Sancho abraza y besa al Rucio, por Edmond Morin, 1850

En estrecha compañía van siempre amo y escudero, bien es verdad que no siempre la relación es armoniosa, pues entre ellos surgen no pocas disputas. En ocasiones están a punto de romper don Quijote y Sancho, o la mentira enturbia la convivencia de los dos héroes, como cuando el escudero miente afirmando que Dulcinea estaba encantada; pero en lo esencial, se trata de una convivencia sentida, confiada y amable. La bondad es su nota característica. La unión de estos dos seres acaba creando la pareja más humana que pueda existir, porque al margen de la locura, hay sitio, mucho sitio, para el cariño. Sancho tiene buen corazón, se conmueve con facilidad; don Quijote ha hecho de la asistencia al prójimo su razón de ser. Hay un profundo afecto por la humanidad, y una conmiseración ante las adversidades que los menesterosos soportan en la vida. Acaso lo más sorprendente, sin embargo, sea que su amor llega a los animales que les acompañan.
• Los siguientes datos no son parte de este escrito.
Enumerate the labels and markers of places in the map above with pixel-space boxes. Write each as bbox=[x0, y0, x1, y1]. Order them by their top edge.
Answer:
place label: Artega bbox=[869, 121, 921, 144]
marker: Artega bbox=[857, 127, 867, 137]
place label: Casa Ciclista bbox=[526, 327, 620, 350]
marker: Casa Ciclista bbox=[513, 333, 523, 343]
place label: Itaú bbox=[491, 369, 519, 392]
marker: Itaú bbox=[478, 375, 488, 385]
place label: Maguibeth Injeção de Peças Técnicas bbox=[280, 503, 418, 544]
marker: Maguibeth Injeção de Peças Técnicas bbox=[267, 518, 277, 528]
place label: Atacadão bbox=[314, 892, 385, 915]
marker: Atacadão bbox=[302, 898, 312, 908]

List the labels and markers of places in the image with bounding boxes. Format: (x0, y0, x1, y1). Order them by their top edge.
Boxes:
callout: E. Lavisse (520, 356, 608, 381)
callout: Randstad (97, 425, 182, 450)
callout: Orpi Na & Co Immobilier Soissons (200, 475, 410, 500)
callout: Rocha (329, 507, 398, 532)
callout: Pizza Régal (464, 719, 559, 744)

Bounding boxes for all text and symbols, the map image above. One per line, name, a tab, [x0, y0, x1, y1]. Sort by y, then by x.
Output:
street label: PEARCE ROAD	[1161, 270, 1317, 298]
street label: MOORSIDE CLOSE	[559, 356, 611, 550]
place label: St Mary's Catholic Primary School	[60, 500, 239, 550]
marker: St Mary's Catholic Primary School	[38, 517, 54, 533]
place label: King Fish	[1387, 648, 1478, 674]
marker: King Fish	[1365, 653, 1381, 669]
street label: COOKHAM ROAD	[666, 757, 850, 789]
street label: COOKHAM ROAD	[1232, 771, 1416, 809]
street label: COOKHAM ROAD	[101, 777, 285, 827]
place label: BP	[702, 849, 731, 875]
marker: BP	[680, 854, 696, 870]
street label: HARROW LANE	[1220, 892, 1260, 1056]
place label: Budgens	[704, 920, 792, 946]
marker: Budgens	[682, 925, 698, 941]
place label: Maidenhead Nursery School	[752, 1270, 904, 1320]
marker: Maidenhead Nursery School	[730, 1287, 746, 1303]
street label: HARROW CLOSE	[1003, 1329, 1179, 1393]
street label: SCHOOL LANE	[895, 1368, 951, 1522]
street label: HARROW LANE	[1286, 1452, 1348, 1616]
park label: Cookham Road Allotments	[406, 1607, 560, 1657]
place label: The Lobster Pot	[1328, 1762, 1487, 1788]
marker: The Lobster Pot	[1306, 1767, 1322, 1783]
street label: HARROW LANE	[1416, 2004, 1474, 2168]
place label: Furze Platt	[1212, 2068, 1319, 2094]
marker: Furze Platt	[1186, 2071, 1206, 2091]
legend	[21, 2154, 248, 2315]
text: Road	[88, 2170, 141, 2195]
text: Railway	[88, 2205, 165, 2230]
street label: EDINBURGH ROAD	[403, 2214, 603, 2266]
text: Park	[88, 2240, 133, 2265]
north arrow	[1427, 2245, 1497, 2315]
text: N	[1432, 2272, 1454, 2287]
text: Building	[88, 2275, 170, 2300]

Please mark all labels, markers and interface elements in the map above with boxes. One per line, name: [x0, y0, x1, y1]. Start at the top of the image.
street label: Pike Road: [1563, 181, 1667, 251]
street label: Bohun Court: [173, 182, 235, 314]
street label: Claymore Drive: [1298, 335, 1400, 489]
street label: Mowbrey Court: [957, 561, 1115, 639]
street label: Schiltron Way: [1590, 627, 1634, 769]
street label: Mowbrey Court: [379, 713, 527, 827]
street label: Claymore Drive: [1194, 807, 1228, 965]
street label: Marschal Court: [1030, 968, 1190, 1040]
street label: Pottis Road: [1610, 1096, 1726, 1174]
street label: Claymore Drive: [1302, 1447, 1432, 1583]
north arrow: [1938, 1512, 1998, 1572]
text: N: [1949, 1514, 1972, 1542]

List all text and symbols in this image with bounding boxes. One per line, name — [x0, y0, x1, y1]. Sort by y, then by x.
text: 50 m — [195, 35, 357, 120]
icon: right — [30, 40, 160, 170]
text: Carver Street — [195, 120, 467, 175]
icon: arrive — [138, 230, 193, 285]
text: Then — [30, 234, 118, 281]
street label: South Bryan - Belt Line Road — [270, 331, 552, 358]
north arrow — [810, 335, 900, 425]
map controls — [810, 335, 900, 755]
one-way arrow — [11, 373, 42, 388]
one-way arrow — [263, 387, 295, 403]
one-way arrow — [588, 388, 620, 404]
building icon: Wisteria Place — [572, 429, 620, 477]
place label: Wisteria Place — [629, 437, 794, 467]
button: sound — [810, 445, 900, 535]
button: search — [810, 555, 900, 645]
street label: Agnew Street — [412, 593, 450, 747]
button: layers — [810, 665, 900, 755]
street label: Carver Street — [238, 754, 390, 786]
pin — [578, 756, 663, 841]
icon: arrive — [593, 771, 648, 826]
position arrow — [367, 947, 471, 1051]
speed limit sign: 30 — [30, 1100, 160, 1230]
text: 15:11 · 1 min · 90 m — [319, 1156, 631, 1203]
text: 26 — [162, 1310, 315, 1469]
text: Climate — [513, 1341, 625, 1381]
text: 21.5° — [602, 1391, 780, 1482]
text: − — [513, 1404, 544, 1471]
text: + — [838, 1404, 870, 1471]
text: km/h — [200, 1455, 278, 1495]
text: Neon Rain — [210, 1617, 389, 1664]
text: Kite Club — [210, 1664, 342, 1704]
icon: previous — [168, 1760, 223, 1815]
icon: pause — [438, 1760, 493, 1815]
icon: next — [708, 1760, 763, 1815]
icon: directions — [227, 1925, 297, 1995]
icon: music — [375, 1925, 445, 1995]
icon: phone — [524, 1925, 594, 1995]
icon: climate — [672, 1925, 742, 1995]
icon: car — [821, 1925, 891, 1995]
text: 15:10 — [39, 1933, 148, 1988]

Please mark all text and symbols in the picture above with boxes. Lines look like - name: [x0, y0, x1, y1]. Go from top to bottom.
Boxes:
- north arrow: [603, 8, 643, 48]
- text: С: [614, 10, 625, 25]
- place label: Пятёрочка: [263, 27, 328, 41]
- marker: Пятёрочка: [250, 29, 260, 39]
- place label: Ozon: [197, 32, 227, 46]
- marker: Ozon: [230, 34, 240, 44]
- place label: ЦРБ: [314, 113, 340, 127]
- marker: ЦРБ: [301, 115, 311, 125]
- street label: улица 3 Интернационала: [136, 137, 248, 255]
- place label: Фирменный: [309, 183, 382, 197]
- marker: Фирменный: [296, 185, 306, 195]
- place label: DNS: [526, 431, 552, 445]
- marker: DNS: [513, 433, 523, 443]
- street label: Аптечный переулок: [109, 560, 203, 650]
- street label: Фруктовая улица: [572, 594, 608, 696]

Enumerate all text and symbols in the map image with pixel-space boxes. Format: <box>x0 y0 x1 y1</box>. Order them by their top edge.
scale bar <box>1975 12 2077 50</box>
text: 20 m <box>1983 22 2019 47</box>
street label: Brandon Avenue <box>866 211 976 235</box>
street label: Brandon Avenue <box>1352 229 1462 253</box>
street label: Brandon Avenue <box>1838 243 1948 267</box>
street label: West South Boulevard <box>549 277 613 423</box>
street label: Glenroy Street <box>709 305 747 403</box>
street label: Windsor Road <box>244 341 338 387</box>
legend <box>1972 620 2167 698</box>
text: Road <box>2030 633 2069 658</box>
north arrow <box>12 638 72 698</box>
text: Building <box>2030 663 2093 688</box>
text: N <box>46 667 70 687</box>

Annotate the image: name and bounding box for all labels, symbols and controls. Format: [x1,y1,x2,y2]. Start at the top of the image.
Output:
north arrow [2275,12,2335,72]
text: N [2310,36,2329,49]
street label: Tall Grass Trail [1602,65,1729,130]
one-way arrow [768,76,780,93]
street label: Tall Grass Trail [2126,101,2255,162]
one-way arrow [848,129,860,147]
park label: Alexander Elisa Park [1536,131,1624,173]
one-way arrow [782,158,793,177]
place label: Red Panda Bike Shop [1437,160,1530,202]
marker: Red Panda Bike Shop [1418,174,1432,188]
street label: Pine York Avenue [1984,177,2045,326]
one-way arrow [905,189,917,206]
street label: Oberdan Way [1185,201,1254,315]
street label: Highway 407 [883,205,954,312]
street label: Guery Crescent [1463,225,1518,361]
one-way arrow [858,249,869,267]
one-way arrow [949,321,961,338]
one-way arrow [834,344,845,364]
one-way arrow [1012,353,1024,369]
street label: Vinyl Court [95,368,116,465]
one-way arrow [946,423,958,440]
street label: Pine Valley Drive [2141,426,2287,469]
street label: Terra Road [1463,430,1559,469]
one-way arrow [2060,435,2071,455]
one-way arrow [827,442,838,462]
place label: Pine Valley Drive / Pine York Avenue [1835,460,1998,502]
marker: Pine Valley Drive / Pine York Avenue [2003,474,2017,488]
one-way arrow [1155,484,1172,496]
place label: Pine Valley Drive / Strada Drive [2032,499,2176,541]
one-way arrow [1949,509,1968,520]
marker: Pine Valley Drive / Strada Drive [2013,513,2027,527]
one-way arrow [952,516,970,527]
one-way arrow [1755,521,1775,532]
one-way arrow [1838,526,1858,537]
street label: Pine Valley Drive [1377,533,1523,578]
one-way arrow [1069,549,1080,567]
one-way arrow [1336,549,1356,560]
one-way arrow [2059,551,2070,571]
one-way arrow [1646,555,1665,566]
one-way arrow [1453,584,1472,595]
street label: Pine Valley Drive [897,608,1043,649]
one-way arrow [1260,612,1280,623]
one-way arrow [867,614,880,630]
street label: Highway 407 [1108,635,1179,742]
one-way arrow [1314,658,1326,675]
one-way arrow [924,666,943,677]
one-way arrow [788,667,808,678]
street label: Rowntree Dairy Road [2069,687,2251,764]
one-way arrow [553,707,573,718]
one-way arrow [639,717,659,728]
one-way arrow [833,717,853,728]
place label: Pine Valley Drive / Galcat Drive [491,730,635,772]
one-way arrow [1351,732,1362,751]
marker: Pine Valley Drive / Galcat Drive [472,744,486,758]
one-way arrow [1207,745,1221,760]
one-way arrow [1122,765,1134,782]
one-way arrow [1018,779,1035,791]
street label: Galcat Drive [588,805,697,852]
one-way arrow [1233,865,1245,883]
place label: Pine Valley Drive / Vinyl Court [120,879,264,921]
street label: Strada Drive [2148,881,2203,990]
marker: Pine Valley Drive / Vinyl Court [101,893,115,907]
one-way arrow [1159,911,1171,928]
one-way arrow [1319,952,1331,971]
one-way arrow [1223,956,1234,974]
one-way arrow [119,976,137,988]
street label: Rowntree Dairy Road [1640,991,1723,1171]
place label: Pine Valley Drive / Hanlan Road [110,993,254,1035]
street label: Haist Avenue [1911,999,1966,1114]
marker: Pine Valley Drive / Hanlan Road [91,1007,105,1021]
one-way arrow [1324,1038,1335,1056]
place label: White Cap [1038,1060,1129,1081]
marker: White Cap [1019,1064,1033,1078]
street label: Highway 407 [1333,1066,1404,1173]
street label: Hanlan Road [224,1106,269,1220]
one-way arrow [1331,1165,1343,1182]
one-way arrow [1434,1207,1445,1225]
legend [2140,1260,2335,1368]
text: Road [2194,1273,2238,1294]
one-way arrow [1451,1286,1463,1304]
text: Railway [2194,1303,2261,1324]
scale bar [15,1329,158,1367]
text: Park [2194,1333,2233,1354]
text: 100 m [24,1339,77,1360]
Bien es cierto que no todas las bestias son igualmente amables. Sobradamente tenebrosos son los gatos endemoniados que atacan al hidalgo durante su estancia en casa de los duques; tampoco puede decirse nada bueno de los toros ni de los cerdos que en ocasiones diferentes pasan por encima del Caballero de la Triste Figura, abriendo las puertas al ridículo, la vergüenza y al dolor. Sin embargo, hay un amor también a seres, que aunque carentes de razón, sí tienen sentimientos y nobles afectos. La figura de Rocinante, escuálida montura que se atreve a conversar con Babieca, es como una prolongación de su amo, con quien comparte largas marchas, las molestias de la noche, los calores del día y a todas horas, los palos que recibe. Podría haber quedado a merced de los violentos yangüeses, molestos por los amorosos requerimientos que con tanta vehemencia y para sorpresa de propios y extraños lanzaba el jamelgo a las yeguas, pero su amo lo asistió y compartió con él un duro castigo cuando, para evitar una mala preñez en hembra equivocada, recibieron todos un nublo de golpes; primero el rocín, después el caballero, y finalmente el escudero.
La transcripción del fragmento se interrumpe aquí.